The Portinari Triptych
c. 1475
Oil on panel
99 5/8 x 230 11/16 in. (253 x 586 cm) total
Uffizi, Florence




Hugo van der Goes is an extraordinary painter and produced paintings on a surprisingly large scale, both literally and in the unprecedented monumentality of the figures. His most famous work, The Portinari Altarpiece, now in the Uffizi, Florence, was to prove very influential in Italy, where it decorated the church of the Hospital of Santa Maria Nuova in Florence. It was commissioned by a Florentine banker, Tommaso Portinari, who lived in Bruges and acted as the Flanders agent for the powerful Italian de' Medici family. The dimensions of the painting, which when open measures over 8 ft (2.5 m) long, were dictated by a Florentine precedent.
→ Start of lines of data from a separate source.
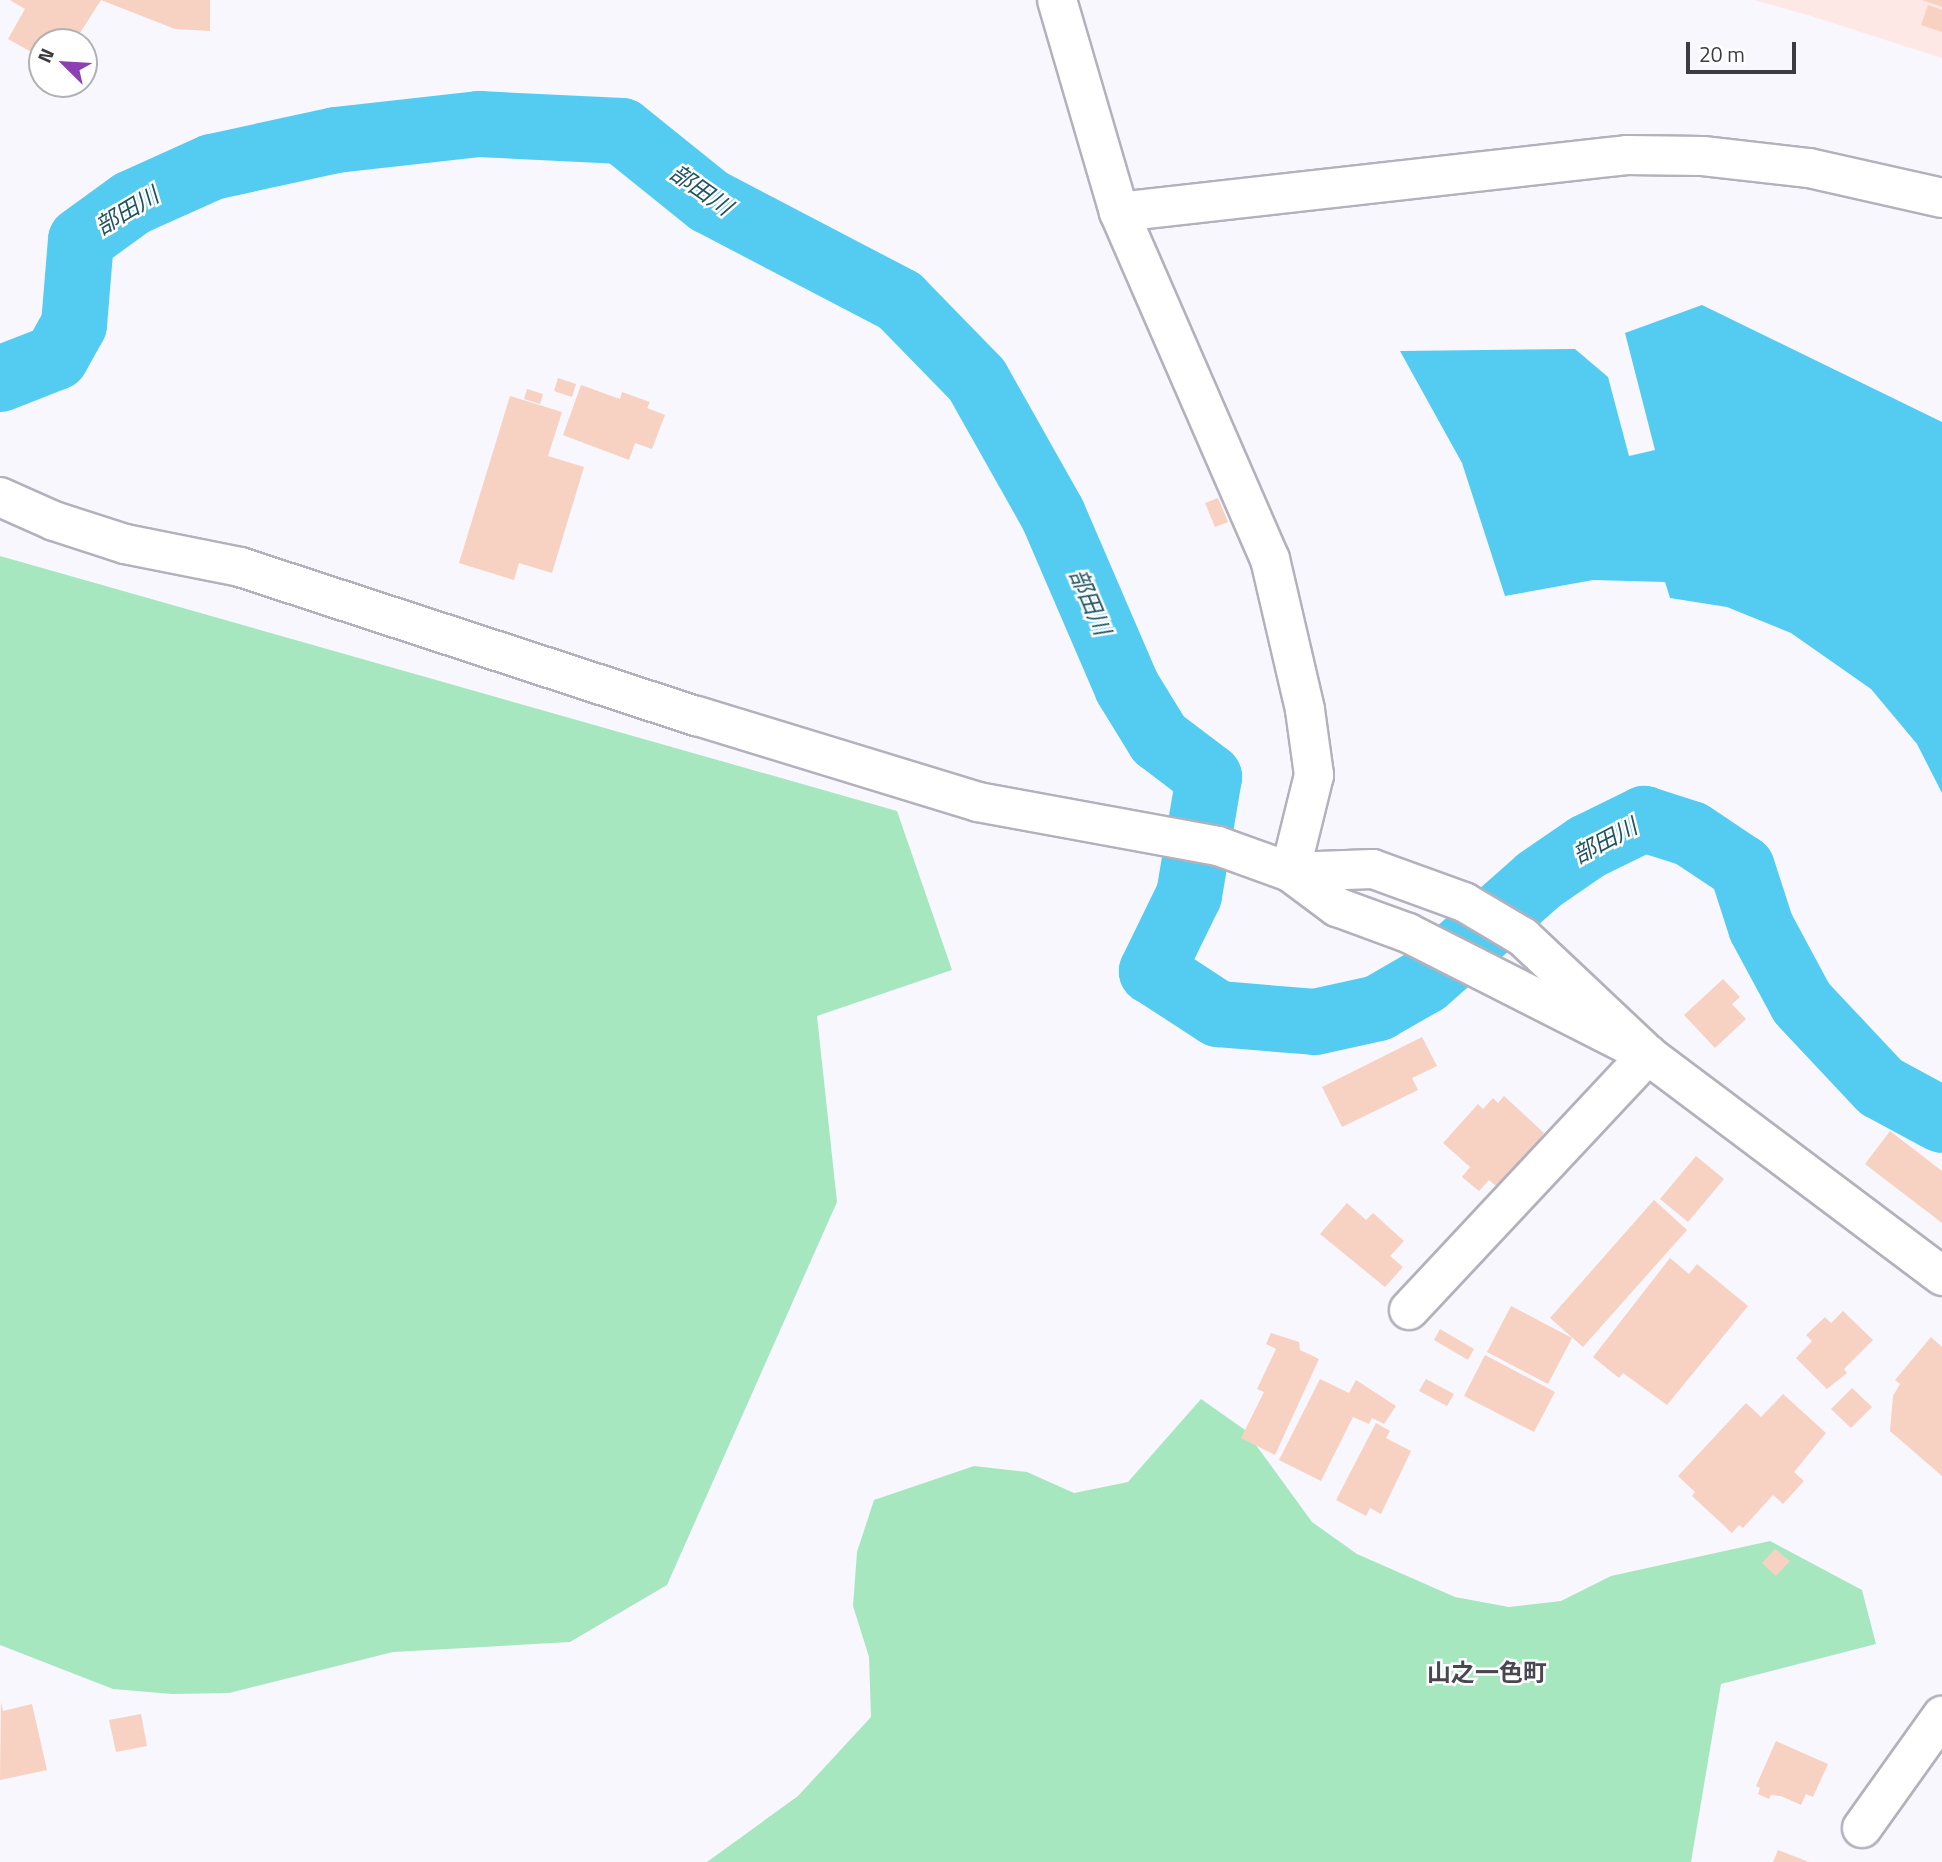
<!DOCTYPE html>
<meta charset="utf-8">
<style>
body{margin:0}
#map{position:relative;width:1942px;height:1862px;overflow:hidden;background:#f8f7fd;font-family:"Titillium Web","Noto Sans JP",sans-serif}
div>[style]{position:absolute}
.industrial>*{inset:0;background:#fee8e6}
.green>*{inset:0;background:#a7e7c0}
.water>*{inset:0;background:#54ccf2}
.river>*{height:66px;margin:-33px;padding:0 33px;transform-origin:33px;border-radius:33px;background:#54ccf2}
.building>*{inset:0;background:#f7d1c2}
.roads{filter:drop-shadow(2px 0 #b3b1bb) drop-shadow(-2px 0 #b3b1bb) drop-shadow(0 2px #b3b1bb) drop-shadow(0 -2px #b3b1bb)}
.minor>*{height:38px;margin:-19px;padding:0 19px;transform-origin:19px;border-radius:19px;background:#fff}
.tertiary>*{height:38px;margin:-19px;padding:0 19px;transform-origin:19px;border-radius:19px;background:#fff}
span{translate:-50% -50%;white-space:nowrap;text-align:center;line-height:1.15;-webkit-text-stroke:5px #fff;paint-order:stroke}
.water-label{font-size:23px;color:#1f5262;font-style:italic}
.quarter-label{font-size:24px;color:#494750;font-weight:700}
.north{position:absolute;left:28px;top:28px;width:70px;height:70px;box-sizing:border-box;background:#fff;border:2px solid #b1b1b2;border-radius:50%;rotate:294deg;font-size:19px;font-weight:700;line-height:28px;text-align:center;color:#3c3b3f}
.north::after{content:'';display:block;margin:auto;width:24px;height:32px;background:#8b41b3;clip-path:polygon(50% 0,100% 100%,50% 72%,0 100%)}
.scale{position:absolute;left:1686px;top:42px;width:110px;height:32px;box-sizing:border-box;border:4px solid #3c3b3f;border-top:0;padding-left:9px;font-size:21px;line-height:24px;white-space:nowrap;color:#3c3b3f;-webkit-text-stroke:5px #fff;paint-order:stroke}
</style>
<div id="map">
<div class="industrial">
<i style="clip-path:polygon(1754px 0,1942px 0,1942px 58px,1811px 16px)"></i>
</div>
<div class="green">
<i style="clip-path:polygon(0 556px,897px 811px,952px 970px,817px 1016px,837px 1202px,667px 1585px,570px 1642px,393px 1652px,229px 1693px,172px 1694px,113px 1689px,0 1645px)"></i>
<i style="clip-path:polygon(1201px 1399px,1245px 1430px,1312px 1522px,1357px 1554px,1455px 1597px,1509px 1607px,1561px 1601px,1611px 1576px,1770px 1541px,1862px 1590px,1876px 1644px,1721px 1684px,1691px 1862px,707px 1862px,798px 1796px,871px 1717px,869px 1657px,853px 1606px,857px 1552px,874px 1500px,974px 1466px,1027px 1472px,1074px 1493px,1128px 1482px)"></i>
</div>
<div class="water">
<i style="clip-path:polygon(1702px 305px,1942px 422px,1942px 793px,1917px 744px,1871px 689px,1791px 633px,1727px 607px,1670px 598px,1665px 582px,1593px 580px,1505px 596px,1462px 463px,1400px 351px,1575px 349px,1608px 377px,1629px 456px,1655px 450px,1625px 333px)"></i>
</div>
<div class="river">
<i style="left:0;top:379px;width:60px;rotate:-21.4deg"></i>
<i style="left:56px;top:357px;width:37px;rotate:-61deg"></i>
<i style="left:74px;top:325px;width:85px;rotate:-85.3deg"></i>
<i style="left:81px;top:240px;width:63px;rotate:-36deg"></i>
<i style="left:132px;top:203px;width:88px;rotate:-24.2deg"></i>
<i style="left:212px;top:167px;width:127px;rotate:-12.3deg"></i>
<i style="left:336px;top:140px;width:144px;rotate:-6.4deg"></i>
<i style="left:479px;top:124px;width:143px;rotate:2.8deg"></i>
<i style="left:622px;top:131px;width:112px;rotate:38.8deg"></i>
<i style="left:709px;top:201px;width:216px;rotate:27.6deg"></i>
<i style="left:900px;top:301px;width:110px;rotate:45.7deg"></i>
<i style="left:977px;top:380px;width:155px;rotate:60.6deg"></i>
<i style="left:1053px;top:515px;width:187px;rotate:66.7deg"></i>
<i style="left:1127px;top:687px;width:61px;rotate:58.4deg"></i>
<i style="left:1159px;top:739px;width:63px;rotate:37.2deg"></i>
<i style="left:1209px;top:777px;width:120px;rotate:99.6deg"></i>
<i style="left:1189px;top:895px;width:85px;rotate:116deg"></i>
<i style="left:1152px;top:971px;width:79px;rotate:33.1deg"></i>
<i style="left:1218px;top:1014px;width:97px;rotate:4.7deg"></i>
<i style="left:1315px;top:1022px;width:65px;rotate:-12.5deg"></i>
<i style="left:1378px;top:1008px;width:54px;rotate:-29.9deg"></i>
<i style="left:1425px;top:981px;width:152px;rotate:-41.5deg"></i>
<i style="left:1539px;top:880px;width:58px;rotate:-34.5deg"></i>
<i style="left:1587px;top:847px;width:64px;rotate:-26.2deg"></i>
<i style="left:1644px;top:819px;width:49px;rotate:17.7deg"></i>
<i style="left:1691px;top:834px;width:61px;rotate:33.7deg"></i>
<i style="left:1742px;top:868px;width:62px;rotate:72.1deg"></i>
<i style="left:1761px;top:927px;width:86px;rotate:61.7deg"></i>
<i style="left:1802px;top:1003px;width:115px;rotate:46.8deg"></i>
<i style="left:1881px;top:1087px;width:69px;rotate:28.4deg"></i>
</div>
<div class="building">
<i style="clip-path:polygon(10px 0,210px 0,210px 31px,175px 29px,101px 0,78px 36px,91px 43px,84px 54px,84px 42px,42px 42px,42px 58px,8px 39px,25px 9px)"></i>
<i style="clip-path:polygon(1922px 0,1942px 0,1942px 7px)"></i>
<i style="clip-path:polygon(1928px 5px,1942px 10px,1942px 32px,1921px 25px)"></i>
<i style="clip-path:polygon(558px 378px,576px 384px,572px 397px,554px 391px)"></i>
<i style="clip-path:polygon(581px 385px,620px 399px,622px 392px,650px 402px,647px 408px,665px 415px,652px 449px,635px 443px,629px 460px,563px 435px)"></i>
<i style="clip-path:polygon(527px 389px,543px 394px,540px 404px,524px 399px)"></i>
<i style="clip-path:polygon(510px 396px,562px 412px,548px 456px,584px 467px,552px 573px,519px 563px,514px 580px,459px 563px)"></i>
<i style="clip-path:polygon(1218px 498px,1228px 522px,1215px 527px,1205px 503px)"></i>
<i style="clip-path:polygon(1723px 979px,1740px 997px,1732px 1004px,1746px 1019px,1715px 1048px,1684px 1015px)"></i>
<i style="clip-path:polygon(1422px 1037px,1437px 1066px,1412px 1078px,1418px 1090px,1342px 1127px,1322px 1087px)"></i>
<i style="clip-path:polygon(1504px 1096px,1544px 1133px,1539px 1140px,1544px 1144px,1502px 1191px,1489px 1180px,1479px 1191px,1462px 1177px,1470px 1167px,1443px 1143px,1478px 1104px,1483px 1109px,1493px 1098px,1498px 1103px)"></i>
<i style="clip-path:polygon(1890px 1131px,1942px 1171px,1942px 1223px,1865px 1164px)"></i>
<i style="clip-path:polygon(1696px 1156px,1724px 1179px,1688px 1222px,1660px 1199px)"></i>
<i style="clip-path:polygon(1654px 1200px,1687px 1230px,1583px 1347px,1550px 1318px)"></i>
<i style="clip-path:polygon(1347px 1203px,1366px 1220px,1373px 1213px,1404px 1241px,1390px 1256px,1403px 1267px,1385px 1287px,1320px 1234px)"></i>
<i style="clip-path:polygon(1670px 1258px,1689px 1274px,1697px 1264px,1748px 1306px,1667px 1405px,1623px 1373px,1619px 1378px,1593px 1357px)"></i>
<i style="clip-path:polygon(1511px 1306px,1572px 1338px,1548px 1384px,1487px 1352px)"></i>
<i style="clip-path:polygon(1843px 1311px,1873px 1340px,1844px 1369px,1847px 1373px,1827px 1389px,1796px 1358px,1812px 1341px,1806px 1335px,1825px 1317px,1831px 1323px)"></i>
<i style="clip-path:polygon(1440px 1329px,1474px 1349px,1468px 1360px,1434px 1340px)"></i>
<i style="clip-path:polygon(1271px 1333px,1299px 1342px,1300px 1350px,1319px 1359px,1275px 1455px,1241px 1438px,1264px 1392px,1257px 1389px,1276px 1349px,1266px 1344px)"></i>
<i style="clip-path:polygon(1931px 1337px,1942px 1347px,1942px 1476px,1890px 1431px,1893px 1396px,1900px 1384px,1895px 1380px)"></i>
<i style="clip-path:polygon(1485px 1355px,1555px 1392px,1534px 1432px,1464px 1396px)"></i>
<i style="clip-path:polygon(1320px 1379px,1349px 1393px,1356px 1380px,1396px 1406px,1384px 1424px,1372px 1418px,1369px 1424px,1353px 1417px,1321px 1481px,1279px 1460px)"></i>
<i style="clip-path:polygon(1426px 1379px,1454px 1394px,1447px 1406px,1419px 1391px)"></i>
<i style="clip-path:polygon(1852px 1388px,1872px 1407px,1851px 1428px,1831px 1409px)"></i>
<i style="clip-path:polygon(1783px 1394px,1826px 1433px,1794px 1472px,1804px 1481px,1783px 1504px,1773px 1495px,1743px 1528px,1739px 1525px,1732px 1533px,1692px 1496px,1695px 1492px,1678px 1476px,1746px 1403px,1761px 1417px)"></i>
<i style="clip-path:polygon(1376px 1423px,1390px 1431px,1386px 1438px,1411px 1451px,1381px 1514px,1370px 1508px,1366px 1516px,1336px 1500px)"></i>
<i style="clip-path:polygon(1775px 1549px,1790px 1561px,1776px 1576px,1762px 1563px)"></i>
<i style="clip-path:polygon(1px 1702px,3px 1711px,32px 1704px,47px 1770px,0 1780px)"></i>
<i style="clip-path:polygon(141px 1714px,147px 1746px,116px 1752px,109px 1720px)"></i>
<i style="clip-path:polygon(1776px 1741px,1828px 1764px,1813px 1797px,1806px 1794px,1801px 1805px,1781px 1796px,1771px 1795px,1769px 1799px,1758px 1794px,1760px 1788px,1756px 1786px)"></i>
<i style="clip-path:polygon(1778px 1850px,1809px 1862px,1773px 1862px)"></i>
</div>
<div class="roads">
<div class="minor">
<i style="left:1409px;top:1310px;width:349px;rotate:-46.9deg"></i>
<i style="left:1862px;top:1828px;width:138px;rotate:-54.5deg"></i>
</div>
<div class="tertiary">
<i style="left:1057px;top:0;width:221px;rotate:73.7deg"></i>
<i style="left:1119px;top:212px;width:378px;rotate:66.5deg"></i>
<i style="left:1270px;top:559px;width:155px;rotate:76.9deg"></i>
<i style="left:1305px;top:710px;width:66px;rotate:82.1deg"></i>
<i style="left:1314px;top:775px;width:100px;rotate:103.9deg"></i>
<i style="left:1119px;top:212px;width:511px;rotate:-6.4deg"></i>
<i style="left:1627px;top:155px;width:76px;rotate:0.8deg"></i>
<i style="left:1703px;top:156px;width:107px;rotate:6.5deg"></i>
<i style="left:1809px;top:168px;width:136px;rotate:12.7deg"></i>
<i style="left:0;top:497px;width:59px;rotate:24deg"></i>
<i style="left:54px;top:521px;width:75px;rotate:17.9deg"></i>
<i style="left:125px;top:544px;width:117px;rotate:11.3deg"></i>
<i style="left:240px;top:567px;width:481px;rotate:18.1deg"></i>
<i style="left:697px;top:716px;width:294px;rotate:17deg"></i>
<i style="left:978px;top:802px;width:244px;rotate:10.4deg"></i>
<i style="left:1218px;top:846px;width:77px;rotate:19.9deg"></i>
<i style="left:1290px;top:872px;width:59px;rotate:36.7deg"></i>
<i style="left:1337px;top:907px;width:76px;rotate:20.1deg"></i>
<i style="left:1408px;top:933px;width:269px;rotate:26.9deg"></i>
<i style="left:1290px;top:872px;width:83px;rotate:-2.1deg"></i>
<i style="left:1373px;top:869px;width:97px;rotate:19.9deg"></i>
<i style="left:1464px;top:902px;width:69px;rotate:30.7deg"></i>
<i style="left:1523px;top:937px;width:172px;rotate:43.3deg"></i>
<i style="left:1648px;top:1055px;width:368px;rotate:36.9deg"></i>
</div>
</div>
<div class="water-label">
<span style="left:701px;top:190px;rotate:35deg">部田川</span>
<span style="left:127px;top:211px;rotate:-31deg">部田川</span>
<span style="left:1090px;top:602px;rotate:67deg">部田川</span>
<span style="left:1605px;top:841px;rotate:-28deg">部田川</span>
</div>
<div class="quarter-label">
<span style="left:1487px;top:1673px">山之一色町</span>
</div>
<div class="north">N</div>
<div class="scale">20 m</div>
</div>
Van der Goes is said to have died of religious melancholia, and knowing this, we may persuade ourselves that we see a barely controlled passion in his work. But without this biographical information, it may simply strike us as immensely dignified. Like the wings, the central panel, The Adoration of the Shepherds, shows two different scales in use, with the angels strangely small in comparison to the rest of the scene. This was a common device in medieval painting; it makes it easy to spot the important characters.
SAINTS AND THE DONOR'S FAMILY - The two large figures of St. Margaret and St. Mary Magdalene, who appear in the right panel of The Portinari Altarpiece, are presenting Portinari's wife, Maria, and their daughter. St. Margaret (patron saint of childbirth) can be identified by the fact that she is standing on a dragon. According to legend, she was swallowed by a monster, but burst out of it. Mary Magdalene carries the jar of ointment with which she anointed Christ's feet.